No reason other than the fact that we haven't really used Safari yet. Let me go ahead and refresh this. You can see that our main image styling is totally different now. I am getting a nice sort of border around it, the beveled border. It's displaying as a block level element. So the text is being pushed down on the line that it is supposed to be pushed down to. Now there is a good bit of difference between the styling of my thumbnails and the main image itself. Now again, this is all happening because it's basely saying, hey, find any image in that main article that does not have the alt attribute, so it contains thumb.

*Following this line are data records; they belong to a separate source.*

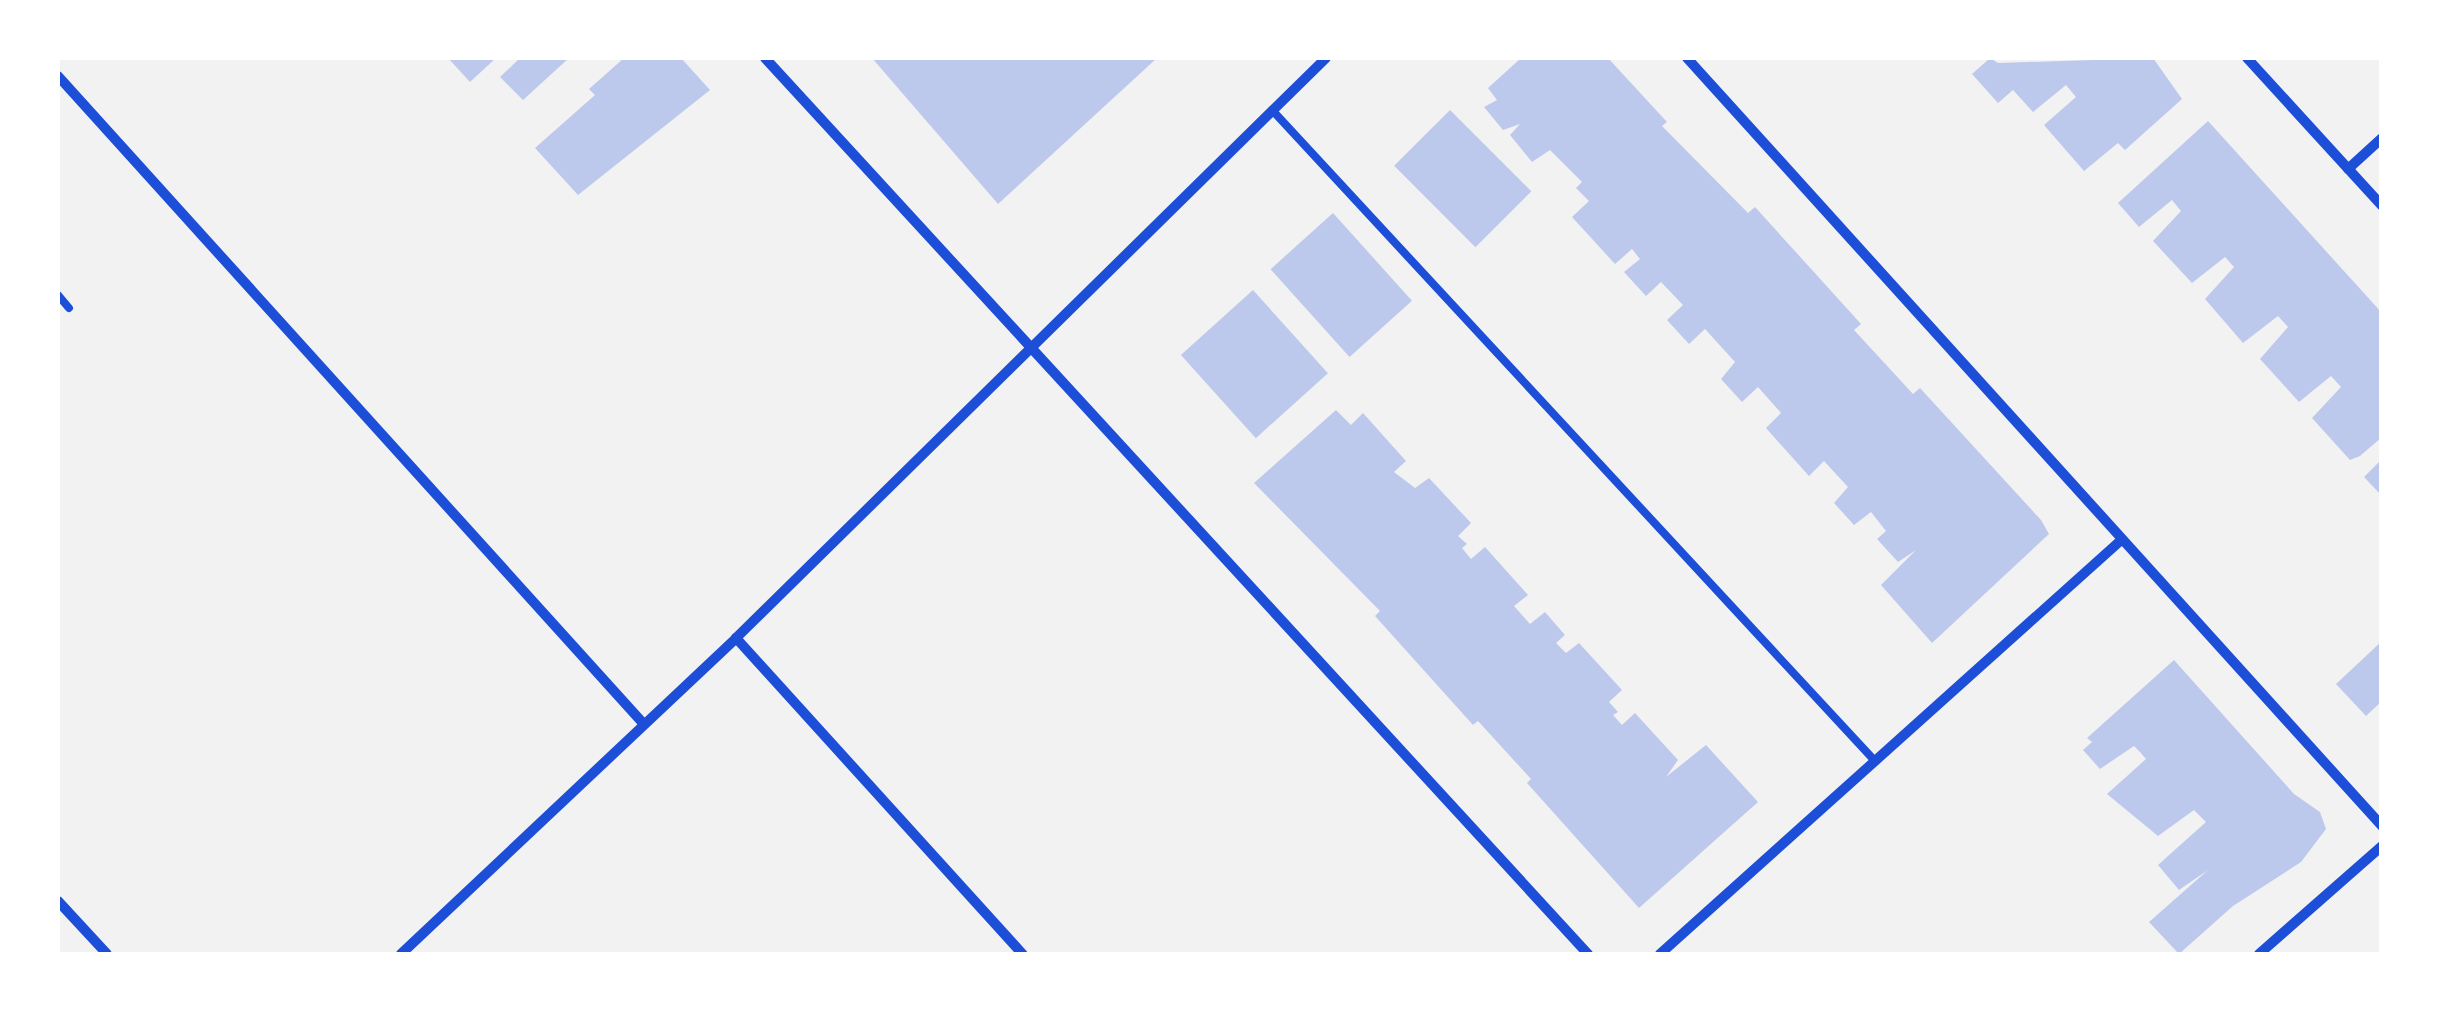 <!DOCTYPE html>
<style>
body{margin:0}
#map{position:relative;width:2439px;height:1012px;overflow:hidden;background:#f2f2f2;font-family:Inter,sans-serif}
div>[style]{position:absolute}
.building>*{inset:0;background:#bdc9ec;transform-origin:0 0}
.service>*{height:8px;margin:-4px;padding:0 4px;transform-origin:4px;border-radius:4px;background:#1d4ed8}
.minor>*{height:10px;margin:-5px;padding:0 5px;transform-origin:5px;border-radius:5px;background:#1d4ed8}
span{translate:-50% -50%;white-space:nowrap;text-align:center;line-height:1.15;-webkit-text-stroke:10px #fff;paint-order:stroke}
.frame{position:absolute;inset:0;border:60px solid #fff;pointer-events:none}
</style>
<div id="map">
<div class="building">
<i style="clip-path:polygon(448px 58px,496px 58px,470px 82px)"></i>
<i style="clip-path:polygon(520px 58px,569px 58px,523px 100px,500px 77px)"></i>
<i style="clip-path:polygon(624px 58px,681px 58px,710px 90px,578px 195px,535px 148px,595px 95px,589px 89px)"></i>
<i style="clip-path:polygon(872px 58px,1157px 58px,998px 204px)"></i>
<i style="clip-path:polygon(1521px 58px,1608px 58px,1667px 122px,1662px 126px,1748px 213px,1755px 207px,1861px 324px,1854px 330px,1913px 394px,1920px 388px,2041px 520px,2049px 534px,1932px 643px,1881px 585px,1916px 550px,1898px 562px,1877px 539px,1886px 531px,1871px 512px,1854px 525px,1834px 503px,1848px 487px,1824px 461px,1809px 476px,1766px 428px,1781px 413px,1758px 387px,1742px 402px,1721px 379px,1735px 362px,1705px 329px,1689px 344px,1667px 320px,1683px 305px,1661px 282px,1646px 296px,1624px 272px,1640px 259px,1632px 249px,1615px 264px,1572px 217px,1589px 201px,1576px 188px,1582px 182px,1550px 150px,1532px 162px,1510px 135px,1520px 124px,1503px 130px,1484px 107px,1497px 100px,1488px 88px)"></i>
<i style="clip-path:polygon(1990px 58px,1998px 63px,2153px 58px,2182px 99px,2125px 150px,2118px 143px,2084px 171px,2044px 125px,2076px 97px,2066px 85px,2033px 112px,2013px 90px,1998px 103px,1972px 74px)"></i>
<i style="left:1450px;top:110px;width:115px;height:79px;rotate:45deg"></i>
<i style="clip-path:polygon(2208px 121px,2382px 313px,2382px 437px,2360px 456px,2350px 460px,2312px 418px,2341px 387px,2331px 376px,2299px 402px,2260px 359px,2288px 327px,2278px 316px,2243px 343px,2205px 299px,2234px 267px,2225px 257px,2192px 283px,2153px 241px,2181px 211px,2172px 200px,2139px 227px,2118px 203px)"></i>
<i style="left:1333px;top:213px;width:118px;height:84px;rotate:48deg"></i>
<i style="left:1253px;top:290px;width:112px;height:97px;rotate:48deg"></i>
<i style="clip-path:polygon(1336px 410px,1351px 425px,1363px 413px,1406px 461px,1394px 472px,1415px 488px,1429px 478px,1471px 523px,1458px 536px,1467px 544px,1462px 548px,1471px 559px,1485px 547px,1528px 595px,1514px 606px,1530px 624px,1545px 612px,1565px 635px,1556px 643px,1566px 653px,1579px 643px,1622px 690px,1609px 702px,1618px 712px,1613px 715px,1622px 725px,1635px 713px,1678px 760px,1666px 777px,1706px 745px,1758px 802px,1639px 908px,1527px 783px,1531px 779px,1478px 721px,1473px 725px,1375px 616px,1380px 611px,1254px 483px)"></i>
<i style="clip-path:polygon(2382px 459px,2382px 496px,2364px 477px)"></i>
<i style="clip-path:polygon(2382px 641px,2382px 701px,2366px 716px,2336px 684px)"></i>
<i style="clip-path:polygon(2174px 660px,2294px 794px,2320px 812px,2326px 829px,2301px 862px,2233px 906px,2179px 954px,2149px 922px,2208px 870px,2179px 890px,2158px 865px,2206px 822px,2194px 810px,2158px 836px,2107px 794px,2146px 759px,2140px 752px,2134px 746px,2100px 769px,2083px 750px,2092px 742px,2087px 738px)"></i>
</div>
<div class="service">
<i style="left:1273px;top:111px;width:886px;rotate:47.2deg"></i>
<i style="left:58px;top:295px;width:17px;rotate:50deg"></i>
</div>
<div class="minor">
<i style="left:765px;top:58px;width:1217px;rotate:47.43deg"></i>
<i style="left:1687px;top:58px;width:1036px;rotate:47.86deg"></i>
<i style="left:2247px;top:58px;width:200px;rotate:47.6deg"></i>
<i style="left:58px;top:76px;width:871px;rotate:47.89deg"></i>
<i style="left:2348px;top:169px;width:46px;rotate:-42.4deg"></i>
<i style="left:736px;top:638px;width:427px;rotate:47.8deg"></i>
<i style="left:58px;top:901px;width:72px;rotate:47.2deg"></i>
<i style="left:401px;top:954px;width:461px;rotate:-43.3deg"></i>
<i style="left:736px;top:638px;width:827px;rotate:-44.51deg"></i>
<i style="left:1660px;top:954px;width:617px;rotate:-41.91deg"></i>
<i style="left:2259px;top:954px;width:164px;rotate:-41.3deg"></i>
</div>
<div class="frame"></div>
</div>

So a very, very specific selector to be sure. Now more than likely you won't find yourself using the negation pseudo-class selector a lot. I've got to be honest with you. Sometimes it's a stretch to figure out when you can use it. However, it is an incredibly handy selector to keep in mind, sometimes in those last-ditch efforts. That's the one that's going to come through. It's especially good for filtering out which elements receive styling based on element attributes or selector types when you have one or two elements that just don't meet the criteria of everybody else.
So have fun using the negation pseudo- class selector and again, remember there is lack of support in Internet Explorer. So, again, it's probably something I would use for enhancing my styles rather than presenting the main styling for that particular element.